Pakistan Telecommunication Company Ltd (PSX: PTC) has reported a net loss of Rs1.22 billion for the nine months ended September 30, 2025, marking a reversal from a profit of Rs999.98 million during the same period last year. According to the company’s financial disclosure to the Pakistan Stock Exchange, the decline in profitability occurred despite notable revenue growth driven by stronger performance in core telecommunications services. Earnings per share fell to a loss of Rs0.24, compared to earnings of Rs0.20 per share during the corresponding period of 2024.
PTCL’s revenue for the nine-month period rose 12.65 percent to Rs89.60 billion, up from Rs79.54 billion in the previous year, reflecting sustained growth across its broadband, enterprise, and wholesale business segments. The company’s gross profit increased by 30.33 percent to Rs26.21 billion from Rs20.11 billion, supported by improved cost efficiencies. The cost of services rose at a slower pace of 6.67 percent, reaching Rs63.39 billion, allowing PTCL to enhance its gross margin despite operational challenges. However, administrative and general expenses increased by 14.81 percent to Rs7.61 billion, while selling and marketing expenses climbed by 12.65 percent to Rs4.05 billion, driven by higher promotional and operating costs across business units.
The telecom operator’s operating profit stood at Rs12.91 billion, representing a 56.70 percent increase compared to Rs8.24 billion in the same period last year. The improvement in operational performance, however, was overshadowed by a one-time past service cost for pension obligations amounting to Rs5.89 billion, which had a significant adverse impact on the company’s bottom line. Other income declined by 26.33 percent to Rs7.72 billion from Rs10.48 billion, mainly due to lower returns on investments and reduced non-operating gains.

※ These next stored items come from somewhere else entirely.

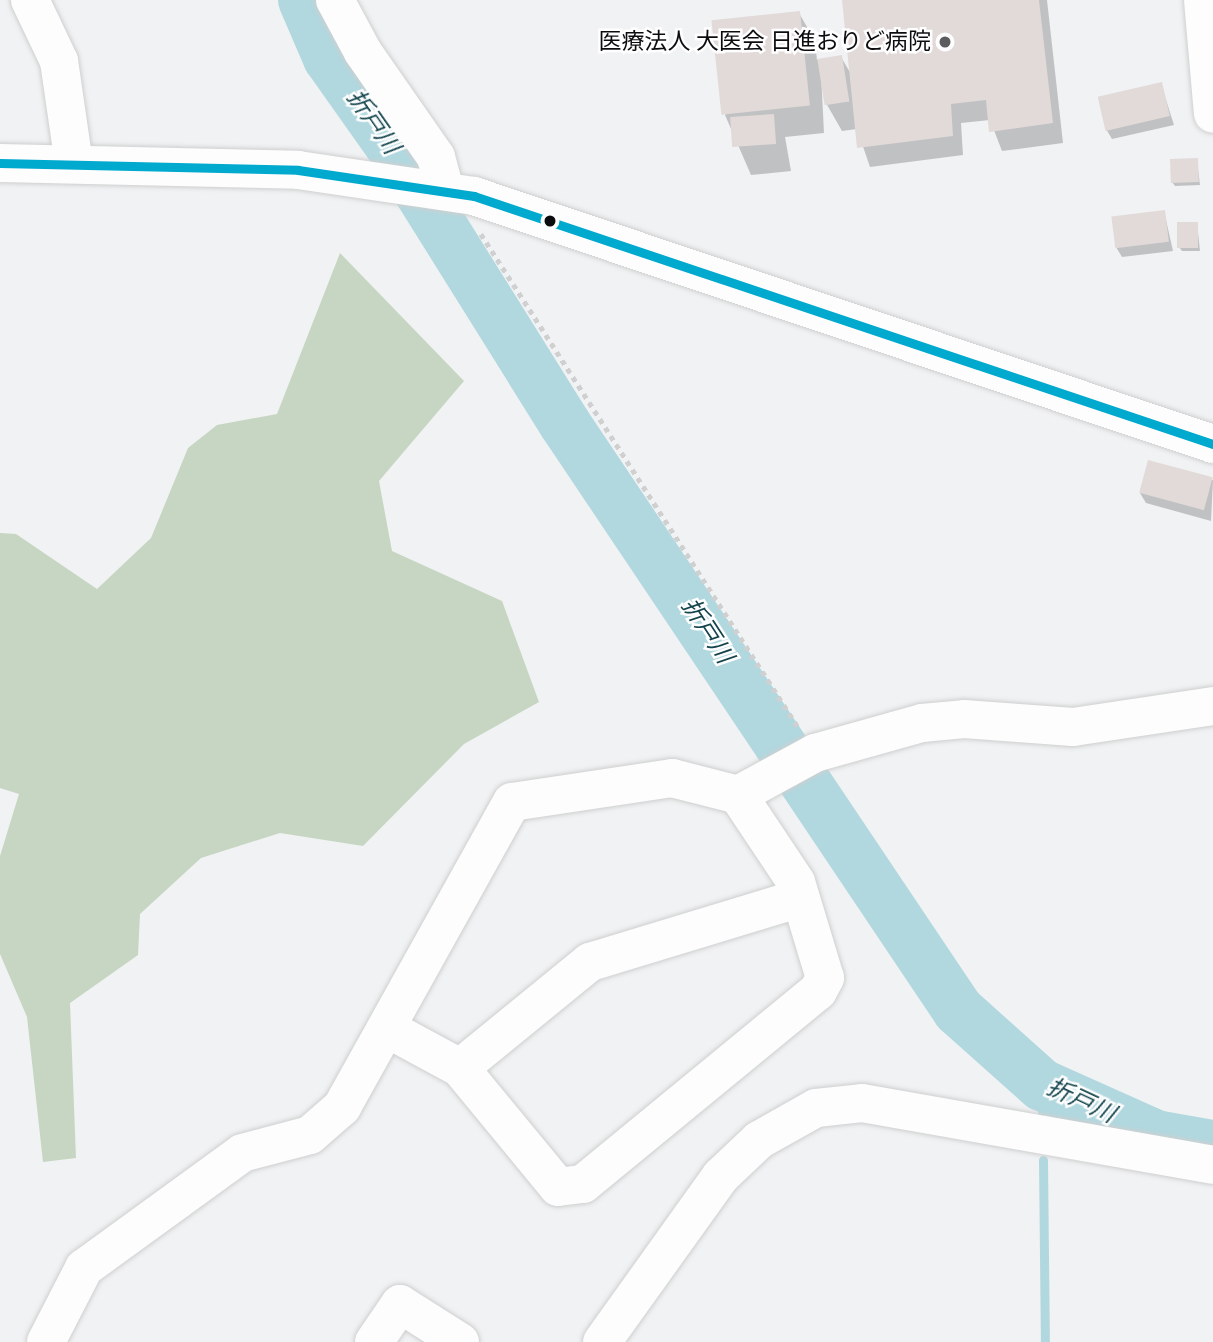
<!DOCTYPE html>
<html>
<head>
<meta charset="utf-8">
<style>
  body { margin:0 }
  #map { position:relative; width:1213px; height:1342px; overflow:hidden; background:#f1f2f3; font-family:"Roboto Condensed","Noto Sans JP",sans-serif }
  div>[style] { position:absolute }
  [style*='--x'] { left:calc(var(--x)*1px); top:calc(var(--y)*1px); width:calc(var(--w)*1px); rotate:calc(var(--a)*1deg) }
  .forest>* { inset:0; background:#c7d6c3 }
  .shadow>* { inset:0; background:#0003 }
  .stream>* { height:9px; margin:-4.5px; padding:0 4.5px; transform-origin:4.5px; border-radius:4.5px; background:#b1d8df }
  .river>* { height:52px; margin:-26px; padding:0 26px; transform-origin:26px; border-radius:26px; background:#b1d8df }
  .building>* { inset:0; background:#e2d9d9; transform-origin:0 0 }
  .path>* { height:4.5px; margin-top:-2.25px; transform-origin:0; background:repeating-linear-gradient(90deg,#d0d0d0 0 5px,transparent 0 10px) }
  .roads { filter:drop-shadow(0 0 2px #cecfd0) drop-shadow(0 0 2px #cecfd0) }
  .minor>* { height:38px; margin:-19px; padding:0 19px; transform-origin:19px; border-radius:19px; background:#fdfdfd }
  .bus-1>* { height:9px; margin:-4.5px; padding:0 4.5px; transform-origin:4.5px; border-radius:4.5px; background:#00a9ce }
  .dots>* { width:19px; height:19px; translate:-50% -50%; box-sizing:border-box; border:4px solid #fefeff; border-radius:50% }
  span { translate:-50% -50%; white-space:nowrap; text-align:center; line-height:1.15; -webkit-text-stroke:5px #fefeff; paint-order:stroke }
  .poi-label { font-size:23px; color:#0c0c0e }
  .right { translate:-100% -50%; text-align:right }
  .water-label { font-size:24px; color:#13444c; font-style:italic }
</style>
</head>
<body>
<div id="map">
  <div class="forest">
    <div style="clip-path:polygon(340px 253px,464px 381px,379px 481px,392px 551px,502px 601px,539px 702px,464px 744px,363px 846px,280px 833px,201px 858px,140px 914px,138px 955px,70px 1003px,76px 1158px,43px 1162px,27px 1017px,0 954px,0 856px,19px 794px,0 788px,0 533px,16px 534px,97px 589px,151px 538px,188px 448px,217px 425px,277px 414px)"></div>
  </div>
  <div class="shadow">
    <div style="clip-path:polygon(843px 0,1047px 0,1063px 143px,1002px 151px,990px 120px,961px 123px,963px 155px,870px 167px,857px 129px,842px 131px,826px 103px,821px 73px,824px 133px,785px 137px,791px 171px,751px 175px,725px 115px,799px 13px,815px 41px,817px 60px,841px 57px,851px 74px)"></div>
    <div style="clip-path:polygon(1161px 84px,1174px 125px,1112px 139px,1106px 129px)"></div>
    <div style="clip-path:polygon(1197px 160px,1200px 185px,1175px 186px,1172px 182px)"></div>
    <div style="clip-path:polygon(1164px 211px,1173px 251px,1122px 257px,1116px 247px)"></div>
    <div style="clip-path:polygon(1197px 223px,1200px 251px,1182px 251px,1179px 247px)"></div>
    <div style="clip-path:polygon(1150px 462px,1213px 480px,1211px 521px,1146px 503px,1140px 493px)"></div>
  </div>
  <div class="stream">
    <div style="--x:1042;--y:1085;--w:26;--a:90"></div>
    <div style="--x:1043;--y:1160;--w:182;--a:89.4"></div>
  </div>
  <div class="river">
    <div style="--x:304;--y:0;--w:63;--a:66.7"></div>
    <div style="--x:329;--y:58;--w:105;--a:54.7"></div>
    <div style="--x:390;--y:144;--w:330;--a:58"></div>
    <div style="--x:565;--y:424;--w:706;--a:56.15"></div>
    <div style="--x:958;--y:1010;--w:113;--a:41.8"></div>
    <div style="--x:1042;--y:1085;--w:125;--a:24.1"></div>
    <div style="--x:1156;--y:1136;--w:58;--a:10"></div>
  </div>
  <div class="building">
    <div style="clip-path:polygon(842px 0,1039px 0,1053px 123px,989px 132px,986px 100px,951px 104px,953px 136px,857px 148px)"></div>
    <div style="left:800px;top:11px;width:95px;height:89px;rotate:84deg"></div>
    <div style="left:842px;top:55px;width:47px;height:25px;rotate:81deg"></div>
    <div style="left:1162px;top:82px;width:35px;height:66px;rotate:77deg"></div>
    <div style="left:774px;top:114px;width:30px;height:44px;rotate:86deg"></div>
    <div style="left:1198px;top:158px;width:24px;height:28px;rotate:88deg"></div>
    <div style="left:1165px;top:210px;width:32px;height:54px;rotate:83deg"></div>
    <div style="left:1177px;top:222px;width:21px;height:26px"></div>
    <div style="left:1148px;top:460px;width:67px;height:34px;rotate:15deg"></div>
  </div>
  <div class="path">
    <div style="--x:481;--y:234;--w:586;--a:57.26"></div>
  </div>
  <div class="roads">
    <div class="minor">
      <div style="--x:30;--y:0;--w:68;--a:64.6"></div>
      <div style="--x:59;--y:61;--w:104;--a:81.7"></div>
      <div style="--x:335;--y:0;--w:59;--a:61.7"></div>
      <div style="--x:363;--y:52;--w:128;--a:55.2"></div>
      <div style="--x:436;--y:157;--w:35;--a:75"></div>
      <div style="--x:1203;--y:0;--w:114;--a:85"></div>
      <div style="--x:0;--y:163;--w:298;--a:1.3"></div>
      <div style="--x:298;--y:170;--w:178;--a:8.4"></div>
      <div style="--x:474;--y:196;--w:780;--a:18.55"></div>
      <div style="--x:388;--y:1029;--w:82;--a:28.4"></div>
      <div style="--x:460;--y:1068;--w:154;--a:50.5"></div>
      <div style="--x:558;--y:1187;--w:25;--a:-7"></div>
      <div style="--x:583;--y:1184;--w:304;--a:-39.4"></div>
      <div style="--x:818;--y:991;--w:15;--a:-62"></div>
      <div style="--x:825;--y:978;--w:100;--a:-106.8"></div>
      <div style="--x:796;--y:882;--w:105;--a:-123.7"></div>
      <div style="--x:460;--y:1068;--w:168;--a:-39.2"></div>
      <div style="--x:590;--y:962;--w:220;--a:-16.9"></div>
      <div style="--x:46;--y:1342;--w:83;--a:-62.8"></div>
      <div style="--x:84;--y:1268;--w:195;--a:-36"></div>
      <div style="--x:242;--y:1153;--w:70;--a:-14.8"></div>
      <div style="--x:310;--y:1135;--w:43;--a:-41.2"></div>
      <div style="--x:342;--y:1107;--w:349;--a:-60.9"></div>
      <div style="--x:512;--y:802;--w:162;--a:-8.5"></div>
      <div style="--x:672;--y:778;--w:68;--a:14.4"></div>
      <div style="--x:738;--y:795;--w:88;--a:-28.6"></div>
      <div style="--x:815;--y:753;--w:111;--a:-15.7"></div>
      <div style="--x:922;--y:723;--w:42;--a:-5.4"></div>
      <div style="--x:964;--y:719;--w:109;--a:4.2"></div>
      <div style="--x:1073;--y:727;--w:142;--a:-8.5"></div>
      <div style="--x:374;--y:1342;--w:46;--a:-55.6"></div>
      <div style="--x:400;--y:1304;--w:71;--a:32.3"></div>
      <div style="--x:602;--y:1342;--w:204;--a:-54.4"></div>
      <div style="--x:721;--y:1176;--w:52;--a:-43.5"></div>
      <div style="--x:759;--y:1140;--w:65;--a:-29.3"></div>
      <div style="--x:816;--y:1108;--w:46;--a:-6.2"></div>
      <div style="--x:862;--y:1103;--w:356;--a:10"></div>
    </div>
  </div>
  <div class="bus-1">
    <div style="--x:0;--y:163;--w:298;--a:1.3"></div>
    <div style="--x:298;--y:170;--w:178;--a:8.4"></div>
    <div style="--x:474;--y:196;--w:780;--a:18.55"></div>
  </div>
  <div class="dots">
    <div style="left:945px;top:42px;background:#5c5c5e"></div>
    <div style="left:550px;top:221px;background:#0c0c0e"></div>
  </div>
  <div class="poi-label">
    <span class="right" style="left:931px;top:42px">医療法人 大医会 日進おりど病院</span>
  </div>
  <div class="water-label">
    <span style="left:373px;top:122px;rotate:55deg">折戸川</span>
    <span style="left:707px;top:631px;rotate:57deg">折戸川</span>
    <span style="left:1081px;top:1101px;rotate:25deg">折戸川</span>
  </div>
</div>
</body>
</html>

Finance and other costs fell by 13.39 percent to Rs14.94 billion from Rs17.25 billion, partially offsetting some of the pressure on profitability.

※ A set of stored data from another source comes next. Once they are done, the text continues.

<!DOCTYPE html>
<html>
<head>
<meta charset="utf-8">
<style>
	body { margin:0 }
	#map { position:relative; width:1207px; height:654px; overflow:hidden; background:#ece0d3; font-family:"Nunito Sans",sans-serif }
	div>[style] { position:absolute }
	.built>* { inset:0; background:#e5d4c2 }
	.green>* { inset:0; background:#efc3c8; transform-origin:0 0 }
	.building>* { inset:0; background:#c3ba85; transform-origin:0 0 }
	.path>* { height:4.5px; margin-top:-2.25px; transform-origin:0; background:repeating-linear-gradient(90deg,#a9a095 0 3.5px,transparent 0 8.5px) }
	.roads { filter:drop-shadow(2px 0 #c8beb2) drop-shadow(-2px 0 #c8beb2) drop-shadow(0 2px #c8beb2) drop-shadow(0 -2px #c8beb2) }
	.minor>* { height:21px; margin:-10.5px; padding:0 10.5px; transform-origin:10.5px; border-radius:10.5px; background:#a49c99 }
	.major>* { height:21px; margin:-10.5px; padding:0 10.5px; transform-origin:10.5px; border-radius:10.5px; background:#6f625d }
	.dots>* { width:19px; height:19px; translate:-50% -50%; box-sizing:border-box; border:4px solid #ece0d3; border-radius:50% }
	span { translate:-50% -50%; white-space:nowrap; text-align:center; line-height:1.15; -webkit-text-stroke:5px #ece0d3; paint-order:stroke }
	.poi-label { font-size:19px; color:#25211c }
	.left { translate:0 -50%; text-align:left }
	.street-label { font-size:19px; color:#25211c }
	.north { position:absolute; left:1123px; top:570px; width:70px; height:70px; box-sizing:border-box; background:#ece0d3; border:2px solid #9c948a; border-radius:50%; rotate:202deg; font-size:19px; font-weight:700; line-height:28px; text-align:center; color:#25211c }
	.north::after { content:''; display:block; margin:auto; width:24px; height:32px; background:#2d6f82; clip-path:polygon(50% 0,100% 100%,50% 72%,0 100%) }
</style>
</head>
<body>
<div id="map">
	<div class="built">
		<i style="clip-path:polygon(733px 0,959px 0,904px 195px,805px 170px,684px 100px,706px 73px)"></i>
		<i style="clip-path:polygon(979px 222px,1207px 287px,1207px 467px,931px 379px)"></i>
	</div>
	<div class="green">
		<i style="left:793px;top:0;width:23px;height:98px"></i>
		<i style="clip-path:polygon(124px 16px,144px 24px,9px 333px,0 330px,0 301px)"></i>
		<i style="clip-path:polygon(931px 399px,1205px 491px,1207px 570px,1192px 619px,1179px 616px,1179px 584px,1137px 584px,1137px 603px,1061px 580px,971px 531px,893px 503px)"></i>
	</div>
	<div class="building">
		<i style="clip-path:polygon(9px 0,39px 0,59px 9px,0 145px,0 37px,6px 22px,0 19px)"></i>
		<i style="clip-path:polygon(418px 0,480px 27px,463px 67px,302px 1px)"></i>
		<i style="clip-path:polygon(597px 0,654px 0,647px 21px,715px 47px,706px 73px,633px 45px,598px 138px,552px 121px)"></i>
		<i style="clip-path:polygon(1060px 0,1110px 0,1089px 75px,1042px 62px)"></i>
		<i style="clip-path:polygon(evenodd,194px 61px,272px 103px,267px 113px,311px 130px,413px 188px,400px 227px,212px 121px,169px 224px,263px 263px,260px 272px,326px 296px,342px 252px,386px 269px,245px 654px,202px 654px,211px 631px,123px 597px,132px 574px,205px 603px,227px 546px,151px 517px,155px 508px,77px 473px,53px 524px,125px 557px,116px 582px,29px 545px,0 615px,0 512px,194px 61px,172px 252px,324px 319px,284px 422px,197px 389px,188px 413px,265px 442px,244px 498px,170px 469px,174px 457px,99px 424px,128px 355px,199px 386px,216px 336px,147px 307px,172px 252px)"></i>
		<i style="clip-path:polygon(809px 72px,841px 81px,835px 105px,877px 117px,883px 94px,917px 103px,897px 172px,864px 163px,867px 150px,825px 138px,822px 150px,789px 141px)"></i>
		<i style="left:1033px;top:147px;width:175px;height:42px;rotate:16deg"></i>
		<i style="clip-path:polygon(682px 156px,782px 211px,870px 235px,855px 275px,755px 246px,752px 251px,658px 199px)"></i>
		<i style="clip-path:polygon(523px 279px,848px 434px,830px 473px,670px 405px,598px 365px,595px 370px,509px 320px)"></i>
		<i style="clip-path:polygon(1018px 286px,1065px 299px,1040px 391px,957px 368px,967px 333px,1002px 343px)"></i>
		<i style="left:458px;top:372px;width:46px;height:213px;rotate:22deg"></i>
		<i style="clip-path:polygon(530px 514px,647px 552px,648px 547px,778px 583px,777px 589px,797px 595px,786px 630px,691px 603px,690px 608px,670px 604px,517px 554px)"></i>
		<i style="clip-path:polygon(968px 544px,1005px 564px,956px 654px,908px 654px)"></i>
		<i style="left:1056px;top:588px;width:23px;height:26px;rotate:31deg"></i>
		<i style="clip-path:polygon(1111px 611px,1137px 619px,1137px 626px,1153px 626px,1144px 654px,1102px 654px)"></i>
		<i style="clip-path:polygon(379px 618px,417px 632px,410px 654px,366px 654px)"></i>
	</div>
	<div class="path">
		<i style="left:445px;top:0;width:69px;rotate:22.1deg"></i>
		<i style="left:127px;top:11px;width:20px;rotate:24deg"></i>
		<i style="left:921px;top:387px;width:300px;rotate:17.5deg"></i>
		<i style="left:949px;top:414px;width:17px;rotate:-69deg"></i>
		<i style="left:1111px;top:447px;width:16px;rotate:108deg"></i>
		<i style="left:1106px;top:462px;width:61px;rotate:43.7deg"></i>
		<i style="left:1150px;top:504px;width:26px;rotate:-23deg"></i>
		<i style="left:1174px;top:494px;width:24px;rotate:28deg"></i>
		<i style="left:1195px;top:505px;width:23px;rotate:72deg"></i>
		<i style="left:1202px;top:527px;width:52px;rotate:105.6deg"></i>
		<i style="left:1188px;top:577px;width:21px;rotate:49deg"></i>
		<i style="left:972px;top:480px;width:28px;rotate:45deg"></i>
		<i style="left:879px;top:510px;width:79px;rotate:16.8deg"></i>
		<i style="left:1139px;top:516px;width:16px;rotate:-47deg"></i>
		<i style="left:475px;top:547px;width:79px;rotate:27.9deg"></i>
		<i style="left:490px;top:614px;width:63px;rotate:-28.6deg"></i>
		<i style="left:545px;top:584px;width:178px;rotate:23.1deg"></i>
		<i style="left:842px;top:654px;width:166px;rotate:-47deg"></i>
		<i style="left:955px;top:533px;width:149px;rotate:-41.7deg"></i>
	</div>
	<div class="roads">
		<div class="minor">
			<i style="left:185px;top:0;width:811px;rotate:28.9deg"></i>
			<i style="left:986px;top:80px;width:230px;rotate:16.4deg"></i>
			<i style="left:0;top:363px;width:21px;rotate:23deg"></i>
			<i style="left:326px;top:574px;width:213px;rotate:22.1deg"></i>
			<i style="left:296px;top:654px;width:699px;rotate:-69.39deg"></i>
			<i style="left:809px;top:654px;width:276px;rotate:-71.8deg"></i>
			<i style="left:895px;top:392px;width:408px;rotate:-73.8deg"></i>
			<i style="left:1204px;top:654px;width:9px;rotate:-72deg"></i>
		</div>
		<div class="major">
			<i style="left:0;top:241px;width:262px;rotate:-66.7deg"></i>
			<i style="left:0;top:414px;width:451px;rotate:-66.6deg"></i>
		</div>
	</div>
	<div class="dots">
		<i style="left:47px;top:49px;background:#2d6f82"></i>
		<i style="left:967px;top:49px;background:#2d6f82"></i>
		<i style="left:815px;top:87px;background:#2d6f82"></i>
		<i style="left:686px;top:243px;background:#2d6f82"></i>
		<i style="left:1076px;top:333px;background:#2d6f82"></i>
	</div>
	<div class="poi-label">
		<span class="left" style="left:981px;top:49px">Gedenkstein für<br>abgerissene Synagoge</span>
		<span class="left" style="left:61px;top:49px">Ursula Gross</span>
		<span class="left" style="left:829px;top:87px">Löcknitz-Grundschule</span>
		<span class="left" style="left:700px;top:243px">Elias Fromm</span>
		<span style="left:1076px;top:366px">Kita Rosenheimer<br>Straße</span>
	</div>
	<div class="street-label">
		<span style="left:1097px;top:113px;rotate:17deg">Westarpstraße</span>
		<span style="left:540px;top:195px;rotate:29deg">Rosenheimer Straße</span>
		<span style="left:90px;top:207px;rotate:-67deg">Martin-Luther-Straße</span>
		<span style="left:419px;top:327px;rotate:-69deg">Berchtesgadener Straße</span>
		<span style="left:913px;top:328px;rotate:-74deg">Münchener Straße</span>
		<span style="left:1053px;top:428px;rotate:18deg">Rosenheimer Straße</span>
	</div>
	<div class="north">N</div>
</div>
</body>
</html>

As a result of these factors, PTCL reported a pre-tax loss of Rs197.64 million, compared to a profit of Rs1.47 billion in the same period of the previous year. After accounting for taxation of Rs1.02 billion, which increased sharply from Rs468.82 million last year, the company recorded a net loss of Rs1.22 billion for the nine-month period. The decline in profitability highlights the combined effect of higher operating expenses, pension-related adjustments, and reduced non-operating income despite sustained top-line growth.
The financial performance underscores the broader cost challenges faced by telecom operators in Pakistan, particularly amid rising inflationary pressures and operational costs associated with network expansion and modernization. PTCL’s continued investment in its infrastructure and service improvements has supported revenue growth, but the financial results reflect the balancing act between maintaining competitiveness and managing rising expenditures. The company remains a key player in Pakistan’s telecommunications landscape, with its ongoing efforts aimed at sustaining revenue momentum while optimizing operational efficiency in a dynamic market environment.